Xilinx / pytorch-ocr

Other
35 stars 11 forks source link

Quantized LSTMs for OCR

This Pytorch-based repository allows to train a full-precision or quantized bidirectional LSTM to perform OCR on the included dataset. A quantized trained model can be accelerated on the LSTM-PYNQ overlay found here: https://github.com/Xilinx/LSTM-PYNQ

Requirements

An Nvidia GPU with a CUDA+CuDNN installation is suggested but not required, training with quantization is supported on CPUs as well.

Suggested Setup

Assuming your OS is a recent linux based distribution, such as Ubuntu 16.04, you can follow the following steps.

CUDA

Python

bash Anaconda2-5.1.0-Linux-x86_64.sh

and set everything to default.

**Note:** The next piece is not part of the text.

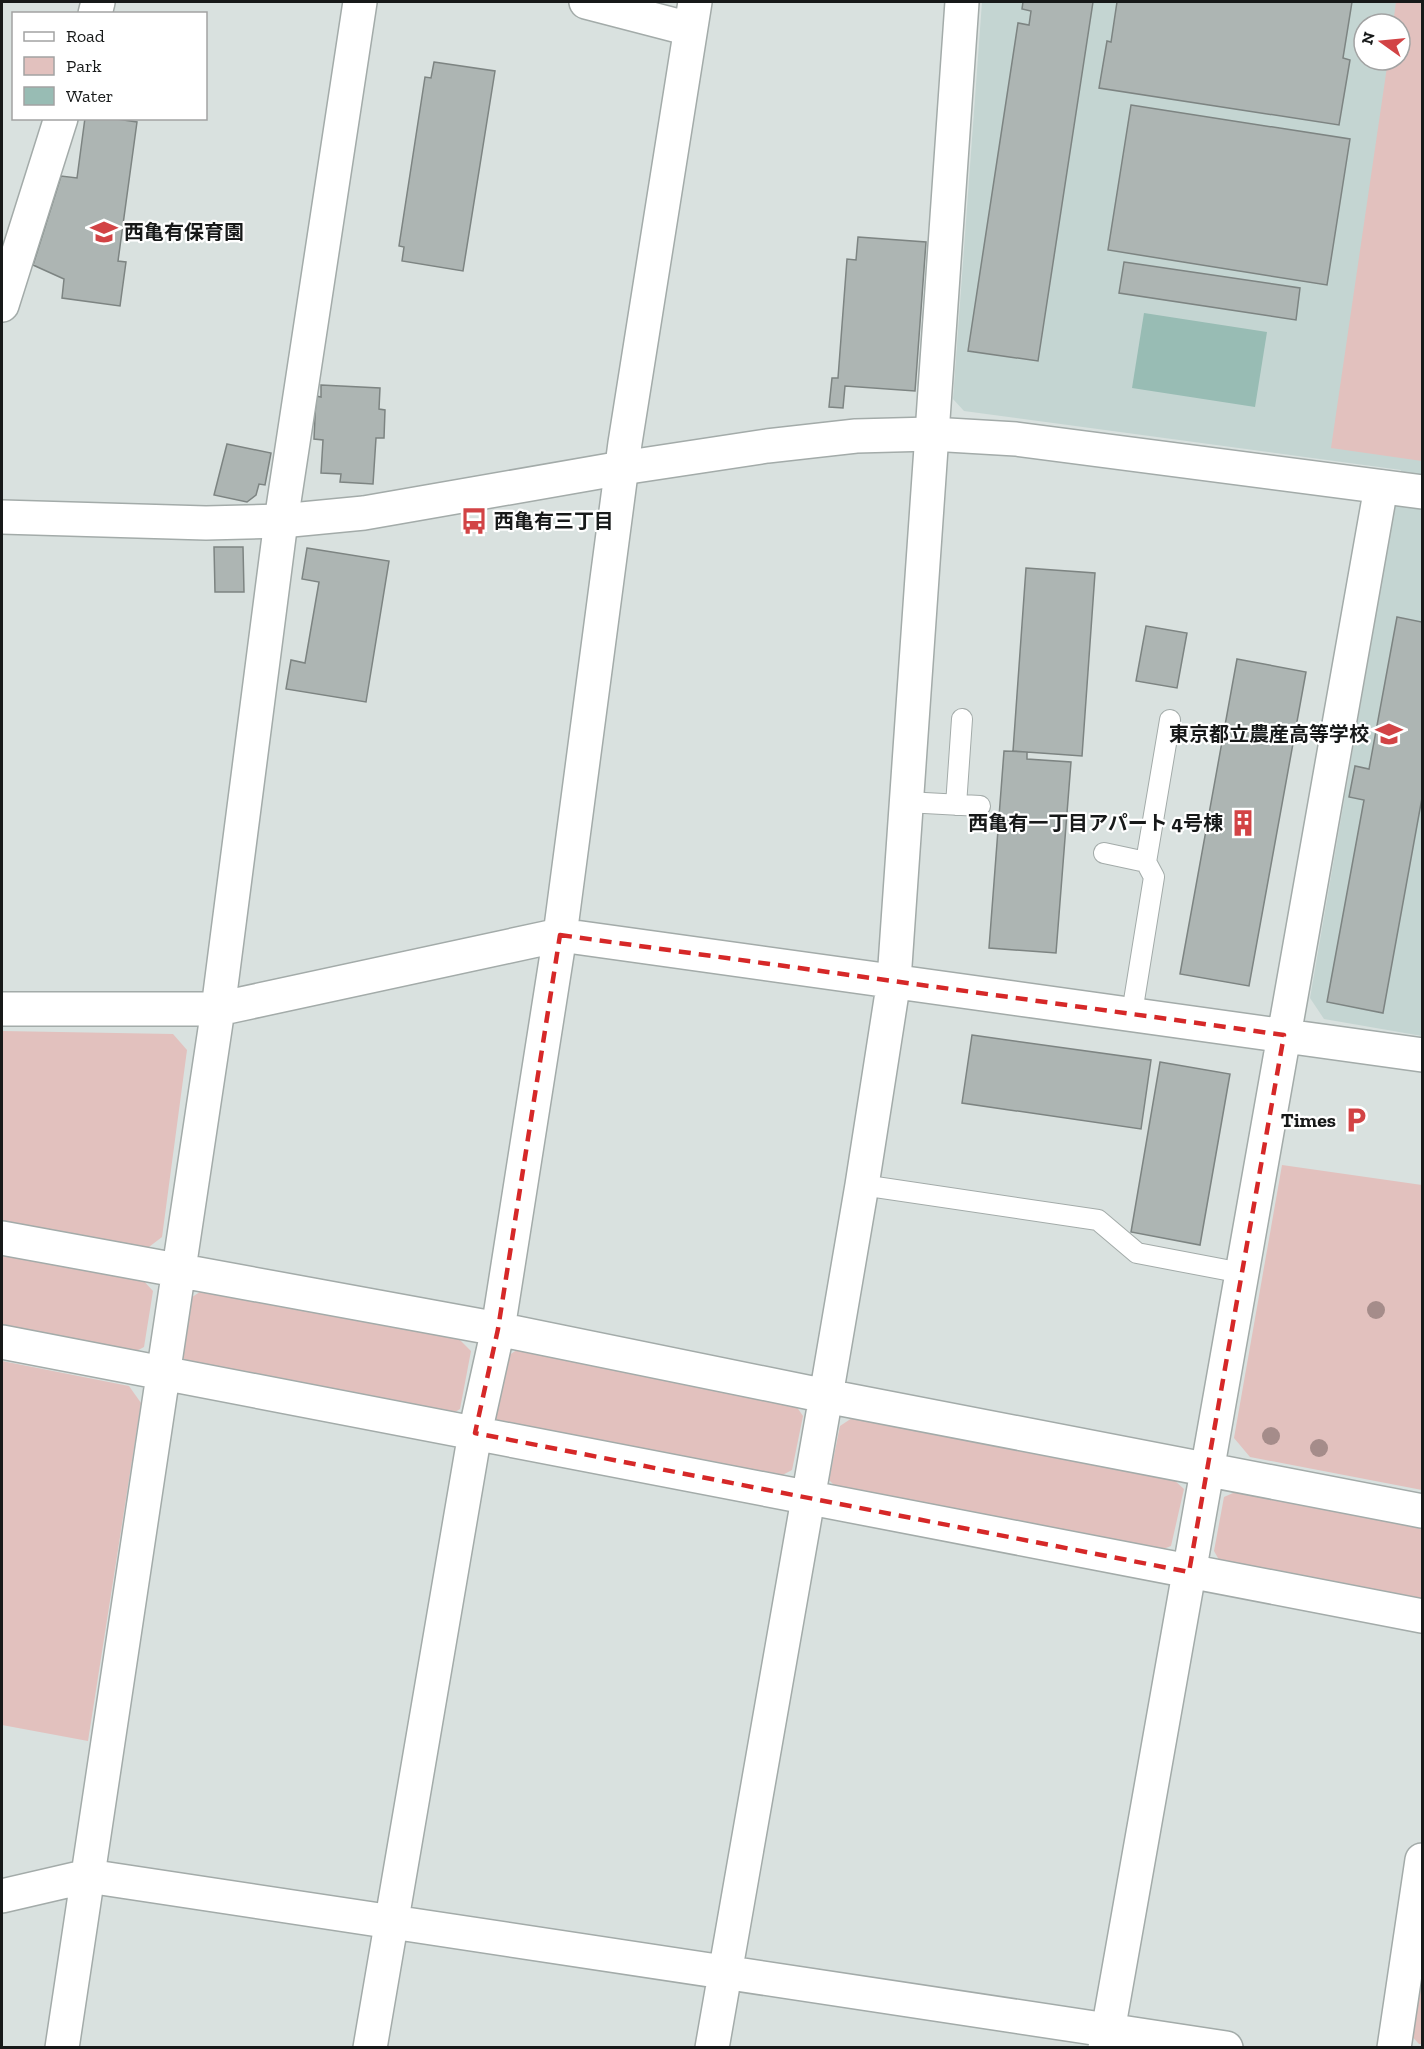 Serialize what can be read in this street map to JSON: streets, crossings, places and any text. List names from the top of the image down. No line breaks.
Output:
{"places":{"school or university":["西亀有保育園","東京都立農産高等学校"],"bus stop":["西亀有三丁目"],"building":["西亀有一丁目アパート 4号棟"],"parking":["Times"]},"legend":["Road","Park","Water"],"north":"left"}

More information about the installation process can be found here.

Pytorch

conda install pytorch=0.3.1 torchvision cuda90 -c pytorch

More installer combinations are available here.

Pytorch Quantization

conda install cmake

Pytorch OCR

conda install -c anaconda pillow 
pip install scikit-learn python-levensthein tensorboardX
git clone https://github.com/SeanNaren/warp-ctc
cd warp-ctc && git checkout aba791f
mkdir build && cd build && cmake .. && make
export CUDA_HOME=/usr/local/cuda
cd warp-ctc/pytorch_binding
python setup.py install
cd pytorch-ocr && mkdir experiments

Tensorboard (optional)

Besides logging to stdout, the training scripts generates (through TensorboardX) a visual trace of loss and accuracy that can been visualized with Tensorboard.

To visualize it, first install tensorboard with:

conda install -c anaconda tensorboard

And then run it on the experiments folder, such as:

tensorboard --logdir=pytorch-ocr/experiments 

The UI will default to port 6006, which must be open to incoming TCP connections.

Training

Training support a set of hyperparameters specified in .json file, plus a set of arguments specified on the command line for things such as I/O locations, picking between training or evaluation, exporting weights etc. Both are specified in their respective sections below. You will also find a few examples for different types of runs.

Architecture

The supported architecture is composed of a single recurrent layer, a single fully connected layer, a batch normalization step (between the recurrent and the fully connected layers), and respectively a CTC decoder+loss layer for training and a greedy decoder for evaulation.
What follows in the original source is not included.